24 de mayo de 2009

Cosas paradójicas

A quería cambiar su vida. Hacía ya nueve años que estaba con B, se habían conocido con apenas veinte. Llevaba un tiempo mal, tanto que andaba demacrada y todo el mundo le decía que había perdido demasiado peso. Había probado de todo: clases de relajación, cortes radicales de pelo, incluso había comenzado a escribir relatos que casi eran un diario si no fuera porque trastocaba detalles por pudor y por miedo a que B los descubriera. Pero nada la libraba de la asfixia, de la falta de apetito sexual por B, de las fantasías con algún que otro compañero del trabajo exaltadas aún más la pasada primavera y tristemente diluidas por el verano y sus vacaciones cambiadas. ¿Quería a B? Claro, era lógico después de tanto tiempo juntos. Además B era cariñoso, otra cosa puede que no, pero sí muy cariñoso. ¿Estaba enamorada? Ni se acordaba de la última vez que habría podido afirmar tal cosa. Tal vez dos, tres años atrás. Luego tan solo aisladamente, en vanos intentos por reanimar aquel amor que les había llevado a abrir un plan de vivienda, diseñar una existencia en común y, hacía muy poco, hipotecarse.

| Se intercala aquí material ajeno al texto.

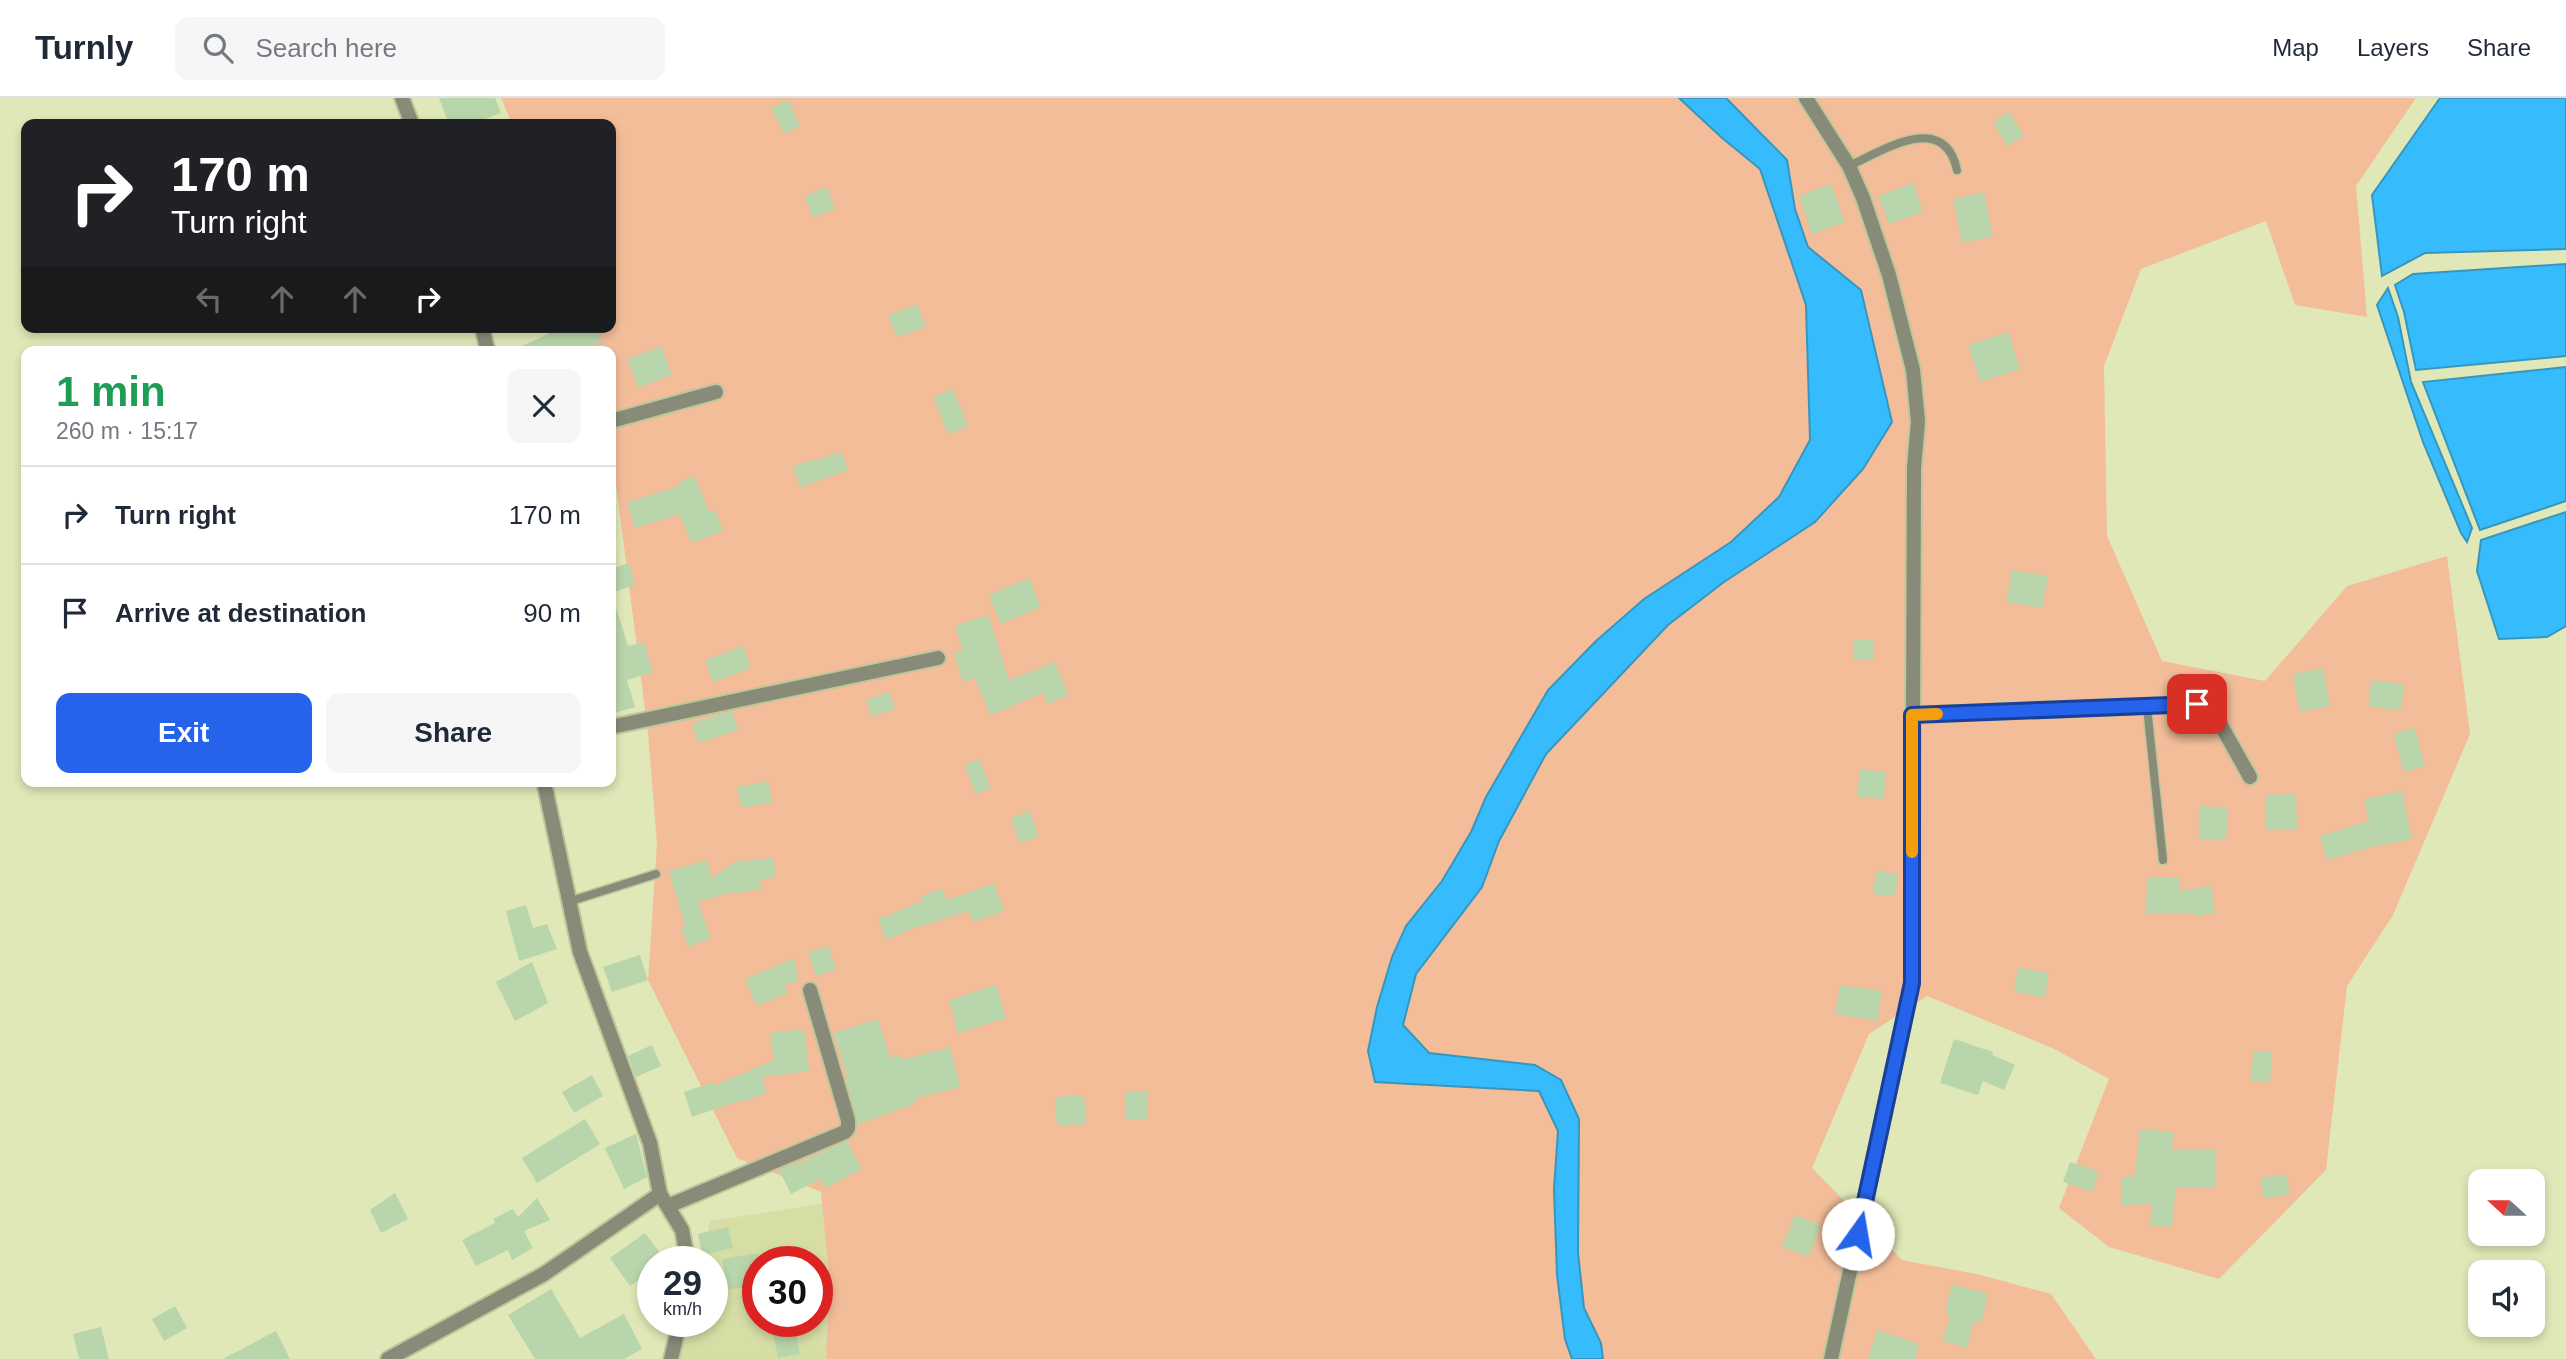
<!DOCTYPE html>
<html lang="en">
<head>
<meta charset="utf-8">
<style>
	body { margin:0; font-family:Arial,sans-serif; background:#f6f6f7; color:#1f2937; height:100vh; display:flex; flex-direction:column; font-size:26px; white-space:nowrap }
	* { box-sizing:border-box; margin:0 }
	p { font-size:23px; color:#747a83 }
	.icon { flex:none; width:38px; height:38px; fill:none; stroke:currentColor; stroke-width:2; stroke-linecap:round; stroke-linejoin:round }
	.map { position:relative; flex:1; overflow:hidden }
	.drawer { position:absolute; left:21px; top:248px; width:595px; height:441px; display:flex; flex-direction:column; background:#fff; border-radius:14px; box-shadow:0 4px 10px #0003 }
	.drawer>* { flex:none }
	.top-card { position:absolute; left:21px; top:21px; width:595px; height:214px; border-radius:14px; box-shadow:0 4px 10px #0003; background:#202124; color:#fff; overflow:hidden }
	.needle { width:46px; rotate:291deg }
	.controls { position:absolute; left:2468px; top:1071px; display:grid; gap:14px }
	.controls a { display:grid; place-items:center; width:77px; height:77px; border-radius:14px; background:#fff; box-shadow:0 4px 10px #0003; font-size:35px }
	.speed { position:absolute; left:637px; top:1148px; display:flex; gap:14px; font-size:35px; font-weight:700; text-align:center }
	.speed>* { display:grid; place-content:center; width:91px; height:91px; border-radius:50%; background:#fff; box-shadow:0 4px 10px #0003; line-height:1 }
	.speed small { font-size:18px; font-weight:400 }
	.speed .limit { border:10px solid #d22; background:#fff; color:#111 }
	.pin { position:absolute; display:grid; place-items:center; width:60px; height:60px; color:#fff; margin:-30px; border-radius:14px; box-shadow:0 4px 10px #0006 }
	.me { position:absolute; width:77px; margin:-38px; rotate:13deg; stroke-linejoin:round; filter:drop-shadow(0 0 5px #0008) }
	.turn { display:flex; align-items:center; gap:24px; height:147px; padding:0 35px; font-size:32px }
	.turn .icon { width:91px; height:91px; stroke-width:2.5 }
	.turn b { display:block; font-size:49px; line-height:60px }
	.lanes { display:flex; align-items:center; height:66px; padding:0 35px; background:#0003; justify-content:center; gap:35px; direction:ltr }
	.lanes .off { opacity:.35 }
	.round { display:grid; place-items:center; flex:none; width:74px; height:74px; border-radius:14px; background:#f6f6f7 }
	.head { display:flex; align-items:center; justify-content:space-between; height:119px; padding:0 35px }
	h1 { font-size:42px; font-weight:600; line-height:52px; color:#1e9e55 }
	.button { display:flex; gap:14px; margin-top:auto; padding:14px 35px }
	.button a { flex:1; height:80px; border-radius:14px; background:#2563eb; color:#fff; font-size:28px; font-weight:600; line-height:80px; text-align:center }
	.button a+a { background:#f6f6f7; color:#1f2937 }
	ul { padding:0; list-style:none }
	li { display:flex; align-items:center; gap:21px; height:98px; padding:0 35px; border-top:2px solid #e0e1e3 }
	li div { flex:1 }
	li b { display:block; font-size:26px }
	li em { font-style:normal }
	header { display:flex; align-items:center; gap:42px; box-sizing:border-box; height:98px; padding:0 35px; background:#fff; border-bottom:2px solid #e0e1e3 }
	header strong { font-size:33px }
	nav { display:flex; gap:38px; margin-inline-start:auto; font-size:24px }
	.search { width:490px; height:63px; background:#f6f6f7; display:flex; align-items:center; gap:18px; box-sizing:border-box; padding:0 24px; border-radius:14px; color:#747a83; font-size:26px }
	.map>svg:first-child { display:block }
	.built { fill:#d6dea6; fill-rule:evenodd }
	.green { fill:#f3bd9a }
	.water { fill:#36bcfc; stroke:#3796bd; stroke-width:2 }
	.building { fill:#b9d5ab }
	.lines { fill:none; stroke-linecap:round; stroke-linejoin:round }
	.service-casing { stroke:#bfc69b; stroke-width:11 }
	.minor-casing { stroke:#bfc69b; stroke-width:18 }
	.service { stroke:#888b77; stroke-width:8 }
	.minor { stroke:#888b77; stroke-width:14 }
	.route-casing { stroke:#184099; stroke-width:18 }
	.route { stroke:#2563eb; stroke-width:12 }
	.slow { stroke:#f59e0b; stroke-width:12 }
</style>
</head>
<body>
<header>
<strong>Turnly</strong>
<div class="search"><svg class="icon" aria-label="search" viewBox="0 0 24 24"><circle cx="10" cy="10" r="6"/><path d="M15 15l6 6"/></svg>Search here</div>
<nav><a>Map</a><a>Layers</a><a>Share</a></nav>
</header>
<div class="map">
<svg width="2566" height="1261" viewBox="0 0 2566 1261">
	<rect width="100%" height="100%" fill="#e0e8b7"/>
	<!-- built -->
	<path class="built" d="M841 1103 855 1261H679L687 1223H712V1164H701L710 1123ZM758 1164H817V1223H758Z"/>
	<!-- green -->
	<path class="green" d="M501 0H2416L2356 88 2367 219 2295 207 2266 123 2141 171 2104 268 2107 438 2162 563 2265 583 2347 488 2447 458 2470 636 2393 817 2347 888 2326 1072 2219 1181 2109 1149 2059 1110 2109 981 2052 950 1927 898 1869 936 1812 1070 1902 1162 1981 1177 2051 1196 2096 1261H826L830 1186 821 1094 737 1060 648 882 657 746 648 635 611 347V254H588L581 229H611V26H512Z"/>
	<!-- water -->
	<g class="water">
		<path d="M1679 0H1726L1787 62 1795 111 1808 149 1861 192 1892 324 1863 371 1815 424 1724 484 1668 527 1546 656 1499 743 1482 789 1416 876 1403 927 1429 955 1535 967 1561 982 1579 1021 1578 1155 1584 1210 1601 1245 1603 1261H1572L1565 1241 1557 1177 1554 1091 1558 1033 1539 993 1375 984 1368 953 1377 909 1392 859 1406 828 1442 783 1471 734 1486 699 1548 592 1596 543 1644 501 1731 444 1779 399 1810 342 1806 207 1760 71 1721 39Z"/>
		<path d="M2440 0H2566V151L2425 155 2382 178 2372 97Z"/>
		<path d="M2566 166V258L2416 272 2404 214 2395 187 2413 176Z"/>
		<path d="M2388 190 2398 219 2411 284 2472 430 2467 444 2461 435 2423 344 2377 207Z"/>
		<path d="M2566 269V403L2480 432 2423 284Z"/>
		<path d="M2566 414V528L2547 539 2499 541 2477 473 2481 442Z"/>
	</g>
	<!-- building -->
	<g class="building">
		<path d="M439 0H495L501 15 472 26H449Z"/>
		<path d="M788 2 800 28 784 36 771 10Z"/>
		<path d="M2009 14 2024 38 2007 48 1993 24Z"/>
		<path d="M1913 85 1923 114 1889 126 1878 98Z"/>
		<path d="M1831 86 1845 124 1812 136 1799 98Z"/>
		<path d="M827 89 835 111 813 120 805 98Z"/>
		<path d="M1984 94 1993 138 1962 145 1953 101Z"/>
		<path d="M917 206 926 229 897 239 888 218Z"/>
		<path d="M569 229H598L601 245 558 254H509L557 232Z"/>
		<path d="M2008 234 2020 271 1980 284 1968 247Z"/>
		<path d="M661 248 672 277 638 290 627 261Z"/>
		<path d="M953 291 968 328 948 336 933 299Z"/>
		<path d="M842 354 848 372 800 389 793 368Z"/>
		<path d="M695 378 709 414 715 412 723 433 691 445 680 416 635 430 627 404 680 388 678 385Z"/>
		<path d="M629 465 635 487 611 495V471Z"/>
		<path d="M2012 472 2048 478 2042 510 2006 504Z"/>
		<path d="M1029 480 1041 509 1001 526 989 497Z"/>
		<path d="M615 506 628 548 644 544 653 574 627 582 635 609 614 615 611 601V507Z"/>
		<path d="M988 517 1009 582 1055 564 1068 597 1048 606 1043 595 990 617 975 580 963 584 954 555 963 552 955 528Z"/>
		<rect x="1853" y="542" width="21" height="20"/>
		<path d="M743 548 751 570 713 584 705 562Z"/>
		<path d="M2323 570 2330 608 2300 614 2293 576Z"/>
		<path d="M2371 582 2404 586 2401 612 2369 609Z"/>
		<path d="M890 594 895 611 872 619 866 602Z"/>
		<path d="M732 613 738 632 698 645 692 625Z"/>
		<path d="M2415 630 2425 668 2404 674 2393 636Z"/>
		<path d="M979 661 991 690 976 696 964 667Z"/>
		<path d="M1860 671 1886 674 1884 701 1857 699Z"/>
		<path d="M768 683 773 704 742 710 737 689Z"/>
		<path d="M2402 693 2412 741 2375 748 2327 762 2320 738 2369 723 2364 701Z"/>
		<path d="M2296 696 2297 731 2266 732 2265 697Z"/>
		<path d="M2200 708 2228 710 2226 742 2199 741Z"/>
		<path d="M1030 713 1038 738 1020 745 1011 720Z"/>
		<path d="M773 760 776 779 760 782 761 791 734 796 733 794 698 804 711 840 688 849 681 830 685 829 669 773 707 762 712 780 735 764Z"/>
		<path d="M1876 773 1898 776 1895 798 1873 796Z"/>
		<path d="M2147 779 2179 780V793L2211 788 2215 815 2196 818V816L2146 815Z"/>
		<path d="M994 785 1004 813 973 824 969 813 911 831 886 842 878 821 923 803 921 798 943 791 947 802Z"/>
		<path d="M526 807 533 830 547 826 557 851 519 863 506 813Z"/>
		<path d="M829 848 836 872 816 878 808 854Z"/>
		<path d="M640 857 648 882 612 894 603 869Z"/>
		<path d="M795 860 798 883 785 887 788 895 756 908 745 881Z"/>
		<path d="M532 864 548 905 515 923 496 884Z"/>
		<path d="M2018 870 2049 875 2045 899 2014 894Z"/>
		<path d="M996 887 1006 920 958 935 949 902Z"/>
		<path d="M1840 887 1882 893 1877 923 1835 916Z"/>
		<path d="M878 921 890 960 899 956 902 962 950 949 960 989 915 1001 916 1005 858 1026 845 976 847 975 834 935Z"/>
		<path d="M804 931 809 973 761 979 767 994 743 1004 742 1002 692 1019 684 994 714 984 715 987 774 962 770 935Z"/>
		<path d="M1954 941 1993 954 1992 957 2015 967 2004 992 1983 983 1978 997 1940 985Z"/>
		<path d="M652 947 661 968 636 979 628 958Z"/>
		<path d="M2253 953 2272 954 2270 984 2251 983Z"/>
		<path d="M592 977 603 998 574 1015 562 994Z"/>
		<rect x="1126" y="994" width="22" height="27"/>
		<path d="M1084 997 1086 1026 1057 1028 1055 999Z"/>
		<path d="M585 1021 600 1046 537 1085 522 1060Z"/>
		<path d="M2140 1031 2174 1034 2172 1051H2215V1089H2176L2172 1129 2150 1128 2152 1106 2122 1107 2121 1079 2135 1078Z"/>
		<path d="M636 1036 647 1079 624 1091 605 1050Z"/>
		<path d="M847 1043 862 1071 825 1090 820 1081 791 1096 779 1072 795 1065 796 1067Z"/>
		<path d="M2070 1064 2099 1074 2092 1094 2063 1084Z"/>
		<path d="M2288 1077 2289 1097 2263 1100 2261 1079Z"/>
		<path d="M395 1095 408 1121 381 1135 370 1112Z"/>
		<path d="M537 1100 550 1122 524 1133 533 1150 512 1162 508 1152 476 1168 462 1142 495 1125 493 1121 513 1111 518 1119Z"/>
		<path d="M1795 1117 1821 1127 1808 1159 1782 1149Z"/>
		<path d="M728 1129 733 1150 702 1157 698 1136Z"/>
		<path d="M645 1135 665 1162 653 1164V1171L630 1188 610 1160Z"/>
		<path d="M758 1155V1187L727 1192 722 1161Z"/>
		<path d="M1952 1186 1988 1196 1981 1225 1974 1223 1967 1250 1943 1243 1950 1217 1945 1216Z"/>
		<path d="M551 1191 580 1240 624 1216 642 1251 624 1261H535L508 1217Z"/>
		<path d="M175 1208 187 1230 164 1243 152 1221Z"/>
		<path d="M771 1223H793L800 1256 778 1260Z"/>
		<path d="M101 1229 109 1261H79L73 1236Z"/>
		<path d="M1877 1232 1919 1246 1915 1261H1868Z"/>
		<path d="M276 1233 290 1261H223Z"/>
	</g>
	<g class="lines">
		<!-- service casing -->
		<g class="service-casing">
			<g id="service">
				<path d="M1849 68C1882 53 1944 12 1957 72"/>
				<path d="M2147 609 2163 762"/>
				<path d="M571 803 656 776"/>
			</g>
		</g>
		<!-- minor casing -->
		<g class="minor-casing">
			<g id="minor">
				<path d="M402 0 412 26"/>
				<path d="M1806 0 1849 68 1863 100 1889 177 1913 272 1918 323 1914 370 1912 885 1831 1261"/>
				<path d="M482 229 488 254"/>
				<path d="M611 323 716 294"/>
				<path d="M1912 617 2197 606 2207 608 2214 615 2250 679"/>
				<path d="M611 629 938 560"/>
				<path d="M544 684 580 854 650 1045 660 1096 682 1132 688 1164"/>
				<path d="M668 1108 845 1034 848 1030V1022L810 892"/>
				<path d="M388 1261 544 1176 660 1096"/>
				<path d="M671 1261 680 1223"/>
			</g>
		</g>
		<!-- service -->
		<use href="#service" class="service"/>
		<!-- minor -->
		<use href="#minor" class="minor"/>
	</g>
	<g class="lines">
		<!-- route casing -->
		<g class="route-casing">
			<path id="route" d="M1858 1136 1912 885V617L2197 606"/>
		</g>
		<!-- route -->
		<use href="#route" class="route"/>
		<!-- slow -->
		<path class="slow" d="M1912 754V617L1937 616"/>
	</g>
</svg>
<div class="controls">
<a><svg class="needle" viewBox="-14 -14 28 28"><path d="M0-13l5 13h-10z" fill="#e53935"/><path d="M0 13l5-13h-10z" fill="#747a83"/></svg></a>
<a><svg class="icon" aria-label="sound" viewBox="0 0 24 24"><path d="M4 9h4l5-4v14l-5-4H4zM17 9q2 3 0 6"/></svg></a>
</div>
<div class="speed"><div>29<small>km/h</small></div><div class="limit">30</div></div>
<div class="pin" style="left:2197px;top:606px;background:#d93025"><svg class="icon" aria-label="arrive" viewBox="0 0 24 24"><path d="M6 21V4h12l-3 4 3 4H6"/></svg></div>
<svg class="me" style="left:1858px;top:1136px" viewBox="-20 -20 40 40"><circle r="19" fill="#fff"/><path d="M0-13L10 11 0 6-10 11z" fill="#2563eb"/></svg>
<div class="top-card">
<div class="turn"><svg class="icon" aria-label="right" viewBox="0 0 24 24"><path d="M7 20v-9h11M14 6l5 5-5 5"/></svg><div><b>170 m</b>Turn right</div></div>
<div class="lanes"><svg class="icon off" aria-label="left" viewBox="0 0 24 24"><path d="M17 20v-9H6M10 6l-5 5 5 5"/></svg><svg class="icon off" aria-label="ahead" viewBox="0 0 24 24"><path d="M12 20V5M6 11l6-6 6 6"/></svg><svg class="icon off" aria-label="ahead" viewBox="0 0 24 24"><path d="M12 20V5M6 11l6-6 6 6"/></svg><svg class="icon" aria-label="right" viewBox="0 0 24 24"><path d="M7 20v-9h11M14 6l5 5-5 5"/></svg></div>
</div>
<section class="drawer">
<div class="head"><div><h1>1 min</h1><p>260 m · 15:17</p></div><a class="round"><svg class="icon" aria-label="close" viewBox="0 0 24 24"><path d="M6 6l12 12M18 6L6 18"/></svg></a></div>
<ul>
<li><svg class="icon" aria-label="right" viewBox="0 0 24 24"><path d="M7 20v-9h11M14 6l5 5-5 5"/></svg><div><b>Turn right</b></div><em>170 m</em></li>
<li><svg class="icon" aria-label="arrive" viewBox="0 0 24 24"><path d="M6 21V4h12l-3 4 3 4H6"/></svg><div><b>Arrive at destination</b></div><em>90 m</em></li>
</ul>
<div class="button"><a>Exit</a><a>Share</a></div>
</section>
</div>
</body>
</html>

Finalmente, en septiembre A se decidió. Sentó un día a B y le dijo que todo había terminado, que había llegado a un punto de su vida en que no podía seguir prolongando aquella relación. A estaba a punto de cumplir los treinta, su reloj biológico corría, y para ella era el momento de dejar a B y comenzar de cero. B, que jamás habría tomado semejante decisión pues era miedoso por naturaleza, lo encajó con incredulidad primero y con inmenso dolor después conforme fueron pasando las semanas y comprobó que A iba en serio. Pero aquel día hablaron mucho, tal vez más de lo que nunca habían hablado. Hubo algo que B no dejaba de preguntar: ¿esto es todo, qué significa entonces todo este tiempo, todo lo que hemos vivido juntos? A, consciente de que ella tampoco sabía muy bien qué contestar, cada vez le respondía de una forma. Solo tenía clara una cosa: aquello era lo correcto, debía mantenerse firme y mirar hacia adelante por duro que fuera.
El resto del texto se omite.